[MERGE/RFC] Revert reporting #3707

Wed Jan 10 22:32:34 GMT 2007

-----BEGIN PGP SIGNED MESSAGE-----
Hash: SHA1

Side note, you got the bug number slightly wrong. It is 3707 not 307.
307 is a Baz 1.x bug.

Aaron Bentley wrote:
> Hi all,
> 
> A long-standing bug is that revert doesn't report on the changes it makes.
> 
> This patch adds such reporting to 'revert'.
> 
> Because revert must handle a wide variety of situations, our existing
> reporting methods are inadequate.
>  - they have no way to represent a 'kind' change
>  - they don't differentiate between 'renamed' and 'renamed and modified'.
>  - they can't indicate file versioning operations separately from file
> creation/deletion
> 
> This bundle adds reporting and introduces a new format, with three
> columns for version-change/rename, content-change, and execute-bit change.
> 
> Some examples:
> 

I don't really like having a separate field for 'added' and 'created'.
Since you can't really have one added and deleted.

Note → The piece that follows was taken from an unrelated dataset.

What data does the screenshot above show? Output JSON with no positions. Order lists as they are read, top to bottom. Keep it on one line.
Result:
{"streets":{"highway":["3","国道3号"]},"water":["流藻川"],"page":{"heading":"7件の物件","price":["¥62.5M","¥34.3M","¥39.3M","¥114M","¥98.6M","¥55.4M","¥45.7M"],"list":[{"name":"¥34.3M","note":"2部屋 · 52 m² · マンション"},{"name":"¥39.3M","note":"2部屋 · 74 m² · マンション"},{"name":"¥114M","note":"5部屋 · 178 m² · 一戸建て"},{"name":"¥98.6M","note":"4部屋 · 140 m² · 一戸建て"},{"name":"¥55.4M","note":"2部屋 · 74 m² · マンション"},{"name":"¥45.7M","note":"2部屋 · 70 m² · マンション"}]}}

I think you are doing it to distinguish from 'added' and 'not present'
(missing). And maybe you feel the need to distinguish from 'added' and
'missing' versus just plain 'missing'.

Certainly, whatever format we decide on should work for 'bzr status
- --short' as well as 'bzr revert', 'bzr update', 'bzr merge', 'bzr pull'.

Until now, we've always treated those as printing the log of the merged
revisions, rather than the delta that it generates in the working tree.
But probably the delta is more informative, or at least more what people
expect coming from svn/cvs.

> +N  dir1/
> A directory was added and created
> 
> -D  file1
> A file was removed and deleted
> 
> RM* dir1/file1 => dir2/file1
> A file was moved, modified, and had the execute bit changed
> 
>  K  name1 => name1/
> A file was changed into a directory
> 
> Version-change and rename can share a column because a file must start
> versioned and stay versioned in order for us to detect a rename.  So
> 'add', 'remove' and 'rename' are mutually exclusive, as long as we are
> detecting changes.
> 
> This implementation reports on the differences between the working tree
> and the target tree, rather than reporting on the actual changes made.
> 
> Another possible implementation would be to derive the changes from the
> TreeTransform.  This would have slightly higher fidelity:
>  - Its output could reflect conflict resolution outcomes
>  - The same output could be produced by "merge", "checkout" and other
>    TreeTransform operations.
> 
> But there are also disadvantages:
>  - It would need to be able to indicate simultaneous 'add'/'remove' and
> 'rename'.
>  - It would need to display renames due to conflict resolution in
>    a reasonable way
>  - Some effort is needed to implement _iter_changes on TreeTransform
>  - It would report the creation of backup files
> 
> The creation of backup files is especially problematic, because we don't
> technically create backups-- we rename and unversion the existing file,
> then create and version a file with the desired text.  So we would get
> 
> - R  file => file.~1~
> +N   file
> 
> When what we want is really:
> M    file
> (note that file.~1~ isn't mentioned)
> 
> So folks, what shall we do?
> 
> Aaron

Your notation here doesn't seem to follow with your earlier notation,
since your columns seem to mean something different.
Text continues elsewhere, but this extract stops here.